Sentenza della Corte Europea dei Diritti dell Uomo del 24 aprile 2008 - Ricorso n. 15349/06 - Rizzotto c/Italia

Diritto alla libertà e alla sicurezza - Diritto delle persone private della libertà a presentare ricorso ad un tribunale e diritto ad ottenere entro un breve termine una decisione sulla legittimità della detenzione - Ritardi ingiustificati nella durata delle procedure decisionali sulla legittimità della detenzione - Violazione art. 5 §4 della Cedu.
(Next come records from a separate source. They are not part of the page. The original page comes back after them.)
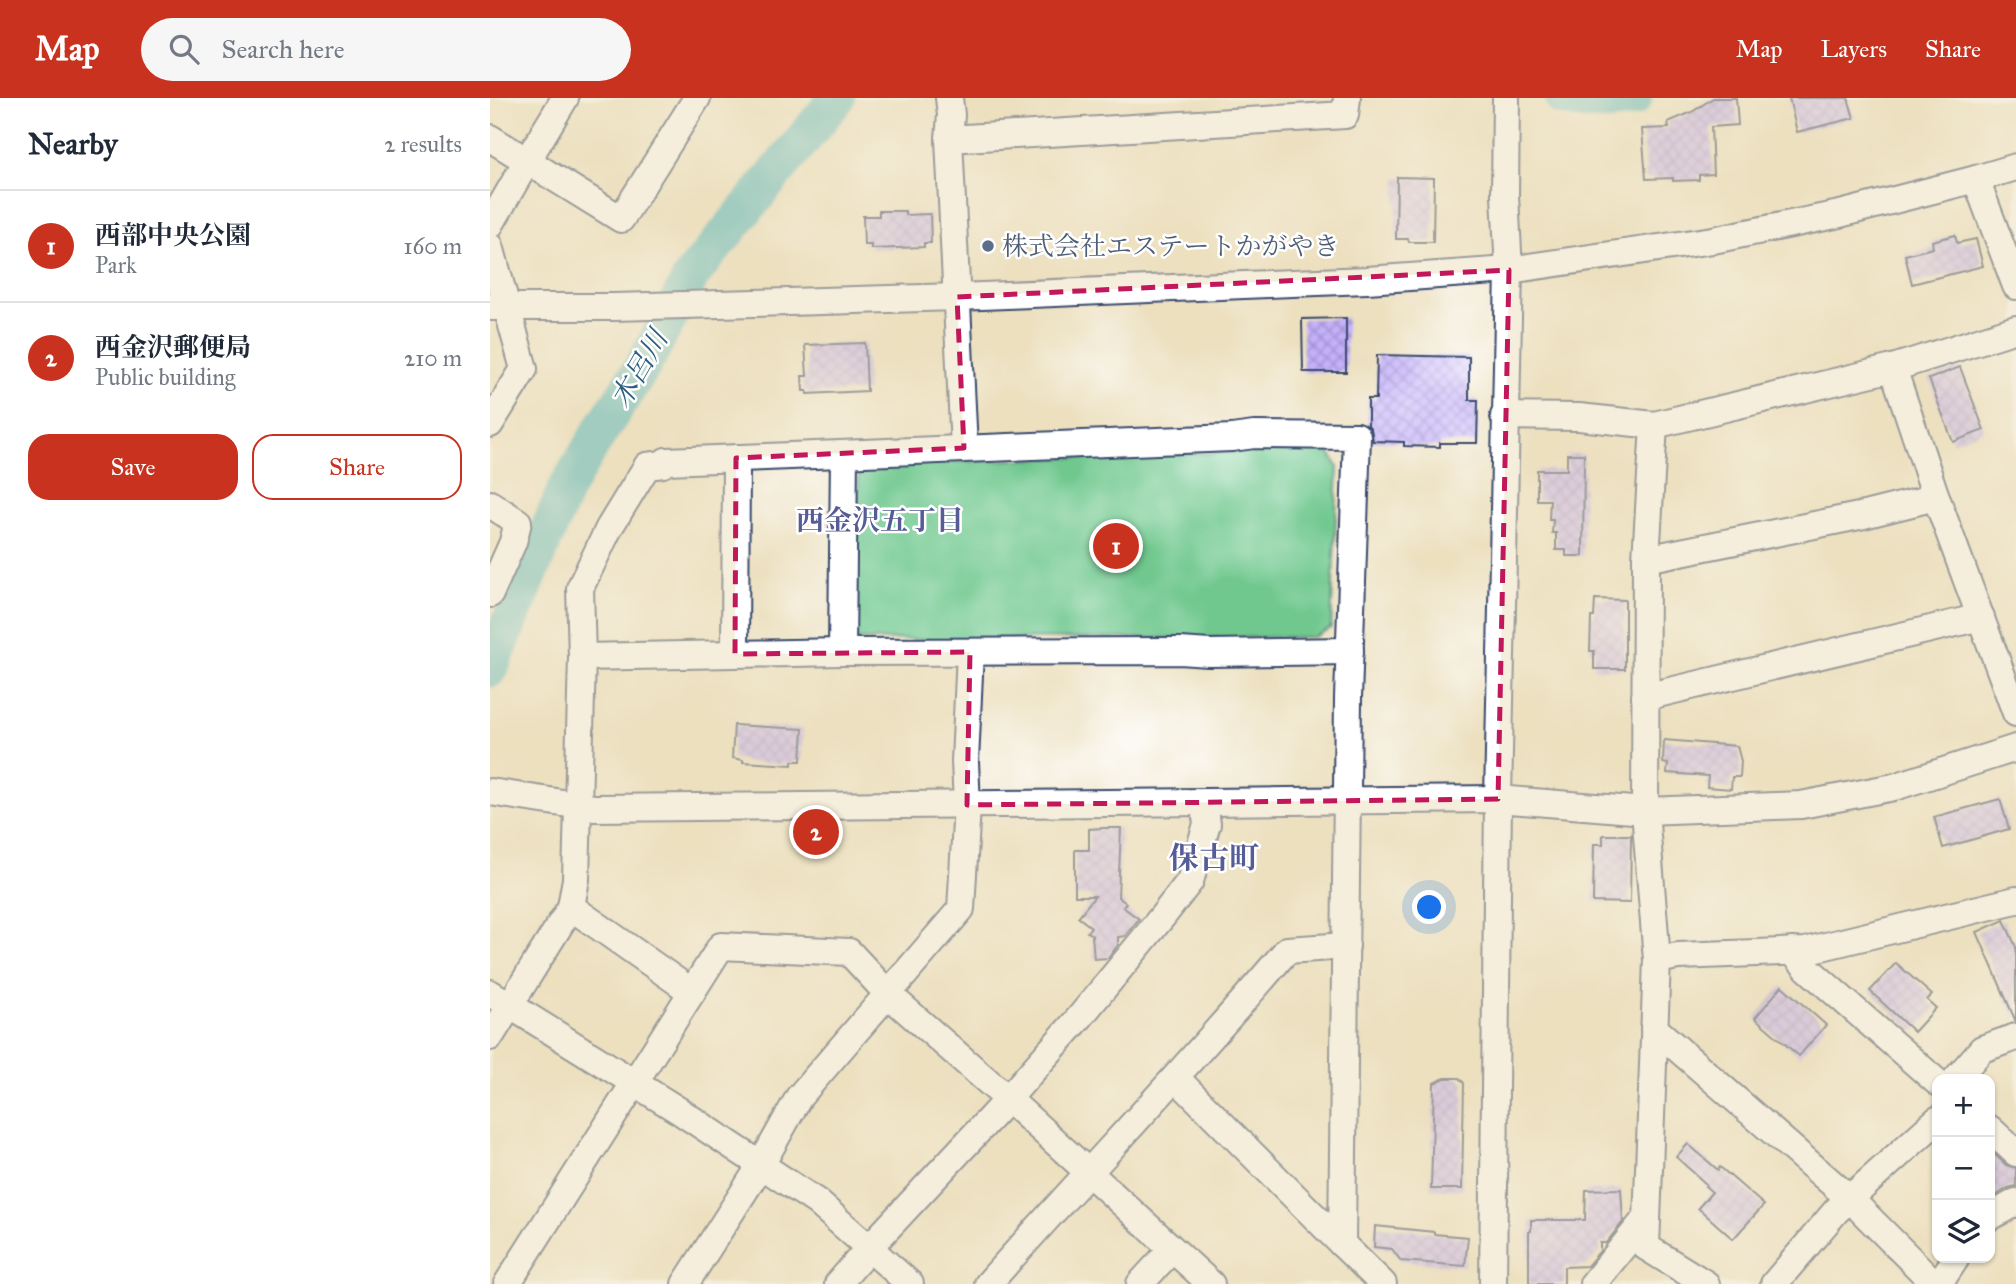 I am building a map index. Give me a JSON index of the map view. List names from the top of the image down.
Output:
{
  "districts": ["西金沢五丁目", "保古町"],
  "water": ["木呂川"],
  "places": ["株式会社エステートかがやき"],
  "page": {
    "header": "Map",
    "search": "Search here",
    "nav": ["Map", "Layers", "Share"],
    "heading": ["Nearby", "2 results"],
    "list": [
      {
        "mark": "1",
        "name": "西部中央公園",
        "note": "Park",
        "value": "160 m"
      },
      {
        "mark": "2",
        "name": "西金沢郵便局",
        "note": "Public building",
        "value": "210 m"
      }
    ],
    "buttons": ["Save", "Share"],
    "pins": ["1", "2"],
    "map_buttons": ["+", "−"]
  }
} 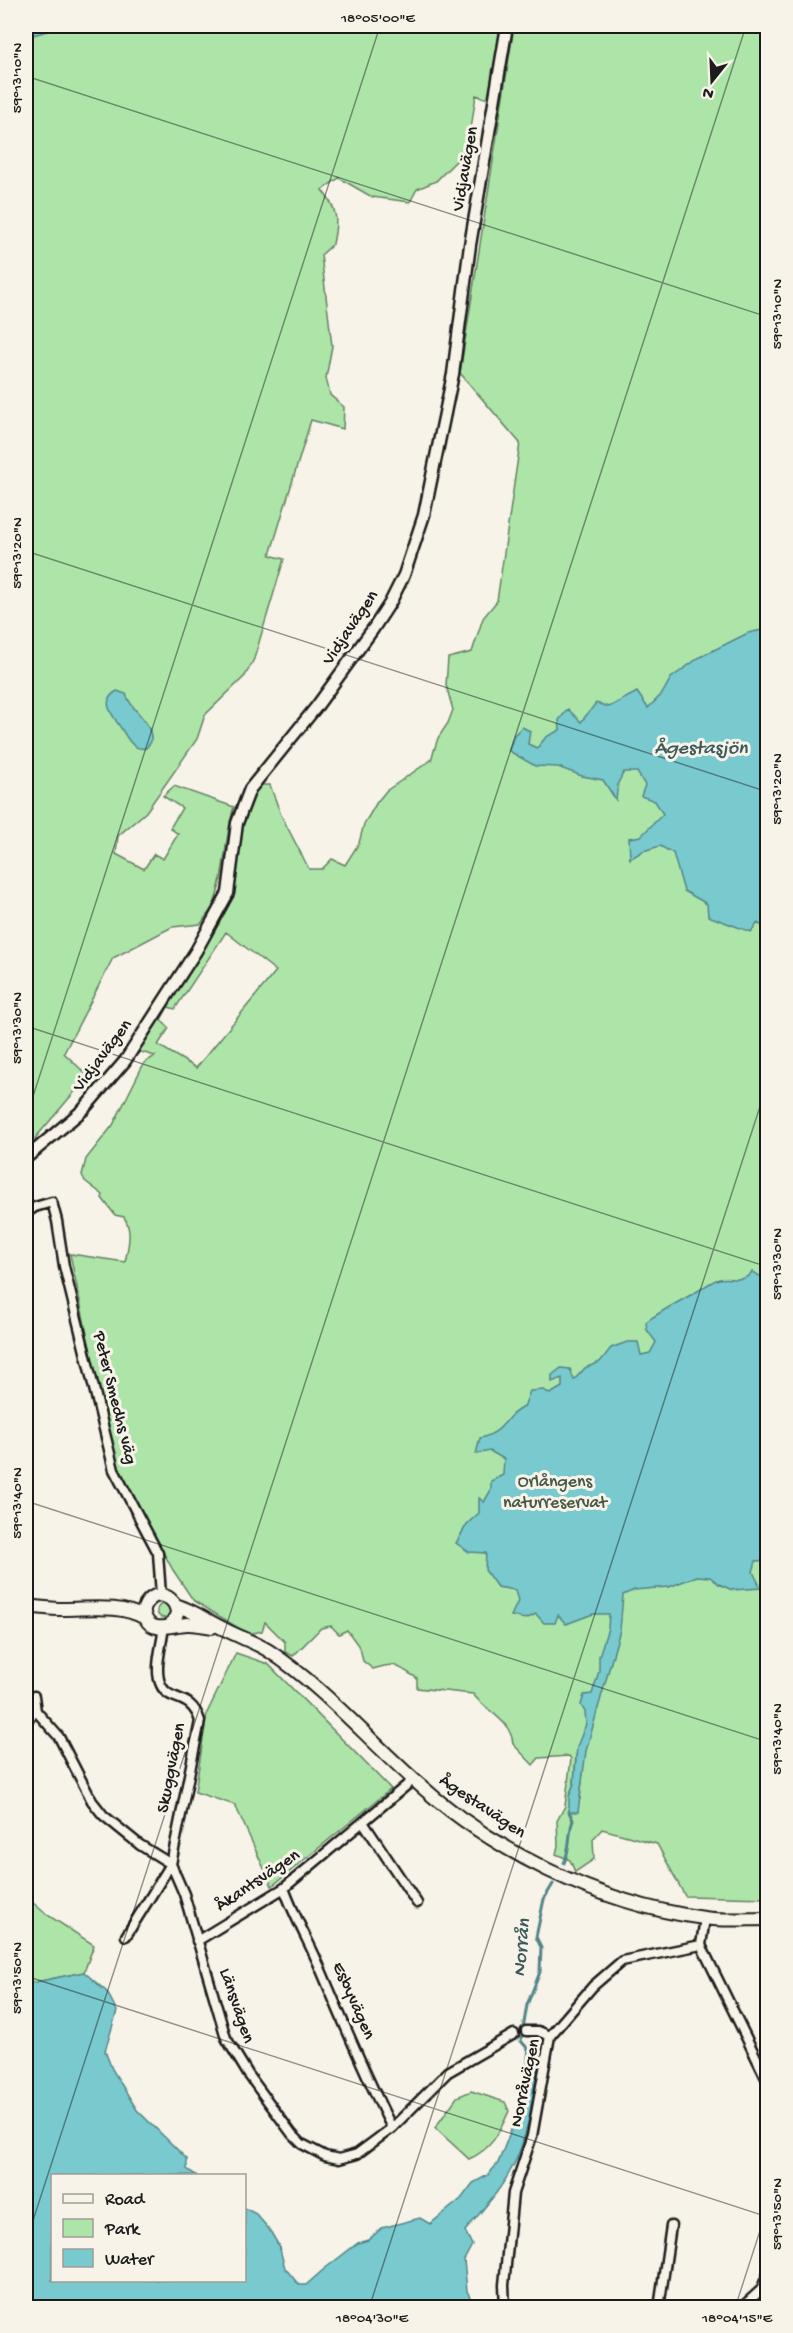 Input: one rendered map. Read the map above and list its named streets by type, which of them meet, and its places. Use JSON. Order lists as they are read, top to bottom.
{
  "streets": {
    "main road": ["Ågestavägen"],
    "street": [
      "Vidjavägen",
      "Peter Smedhs väg",
      "Skuggvägen",
      "Åkantsvägen",
      "Esbyvägen",
      "Länsvägen",
      "Norråvägen"
    ]
  },
  "crossings": [
    ["Peter Smedhs väg", "Skuggvägen"],
    ["Peter Smedhs väg", "Ågestavägen"],
    ["Skuggvägen", "Ågestavägen"],
    ["Skuggvägen", "Länsvägen"],
    ["Ågestavägen", "Åkantsvägen"],
    ["Åkantsvägen", "Esbyvägen"],
    ["Åkantsvägen", "Länsvägen"],
    ["Esbyvägen", "Länsvägen"]
  ],
  "water": ["Ågestasjön", "Norrån"],
  "parks": ["Orlångens naturreservat"],
  "legend": ["Road", "Park", "Water"],
  "north": "bottom",
  "coordinates": [
    "18°05'00\"E",
    "59°13'10\"N",
    "59°13'20\"N",
    "59°13'30\"N",
    "59°13'40\"N",
    "59°13'50\"N",
    "18°04'30\"E",
    "18°04'15\"E"
  ]
} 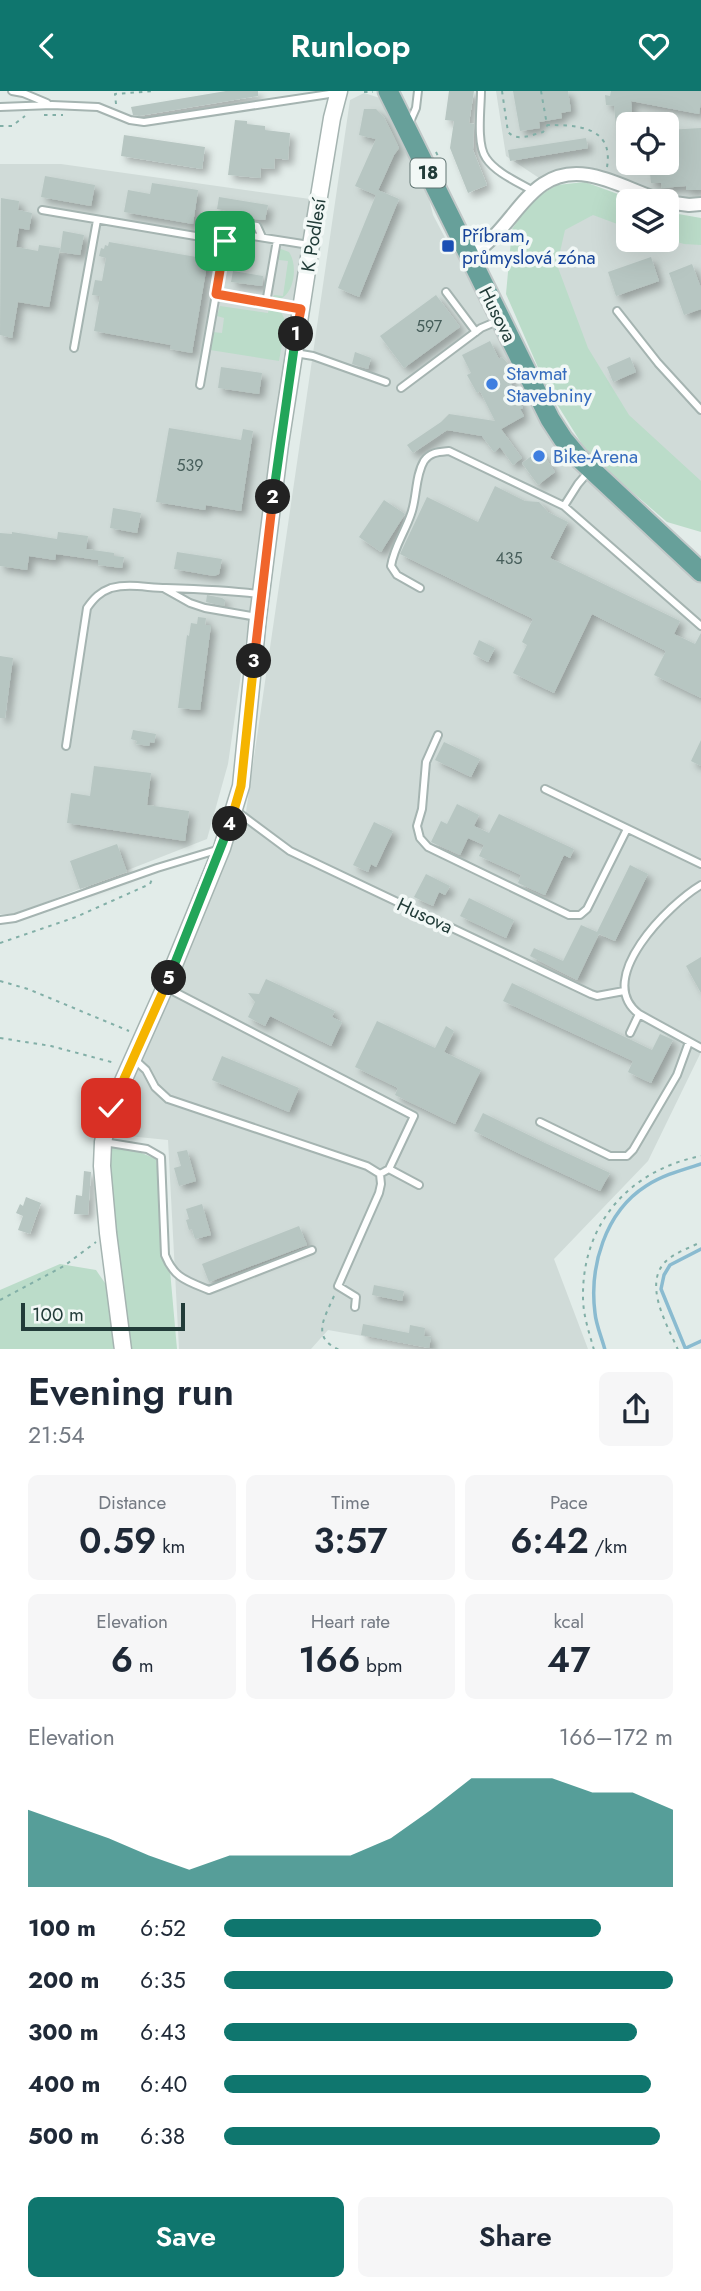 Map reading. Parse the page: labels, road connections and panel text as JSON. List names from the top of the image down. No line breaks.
{"streets":{"main road":["18","Husova"],"street":["K Podlesí"]},"crossings":[["K Podlesí","Husova"]],"places":{"transit":["Příbram, průmyslová zóna"],"other":["Stavmat Stavebniny","Bike-Arena"]},"house_numbers":["597","539","435"],"scale_bar":"100 m","page":{"header":"Runloop","pins":["1","2","3","4","5"],"scale":"100 m","heading":["Evening run","21:54"],"stats":[["Distance","0.59 km"],["Time","3:57"],["Pace","6:42 /km"],["Elevation","6 m"],["Heart rate","166 bpm"],["kcal","47"]],"chart":["Elevation","166–172 m"],"list":[{"name":"100 m","note":"6:52"},{"name":"200 m","note":"6:35"},{"name":"300 m","note":"6:43"},{"name":"400 m","note":"6:40"},{"name":"500 m","note":"6:38"}],"buttons":["Save","Share"]}}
L'articolo 5 § 4 della Convenzione garantisce alle persone arrestate o detenute un ricorso per contestare la regolarità della loro privazione della libertà e sancisce altresì il diritto per dette persone, in seguito all'avvio di un tale procedimento, di ottenere entro breve termine una decisione giudiziaria sulla regolarità della loro detenzione che ponga fine alla privazione della libertà quando questa si riveli illegittima. Se è vero che la disposizione in questione non costringe gli Stati contraenti ad instaurare un doppio grado di giudizio per l'esame della legittimità della detenzione e delle domande di scarcerazione, pur tuttavia uno Stato che si dota di un tale sistema deve, in linea di principio, concedere ai detenuti le stesse garanzie tanto in appello quanto in primo grado: l'esigenza del rispetto del "breve termine" costituisce senza dubbio una di tali garanzie.

CONSIGLIO D'EUROPA
CORTE EUROPEA DEI DIRITTI DELL'UOMO
SECONDA SEZIONE

CASO RIZZOTTO c/ITALIA (Ricorso n. 15349/06)

SENTENZA
STRASBURGO, 24 aprile 2008

La presente sentenza diverrà definitiva alle condizioni stabilite nell'articolo 44 § 2 della Convenzione. Può subire variazioni di forma.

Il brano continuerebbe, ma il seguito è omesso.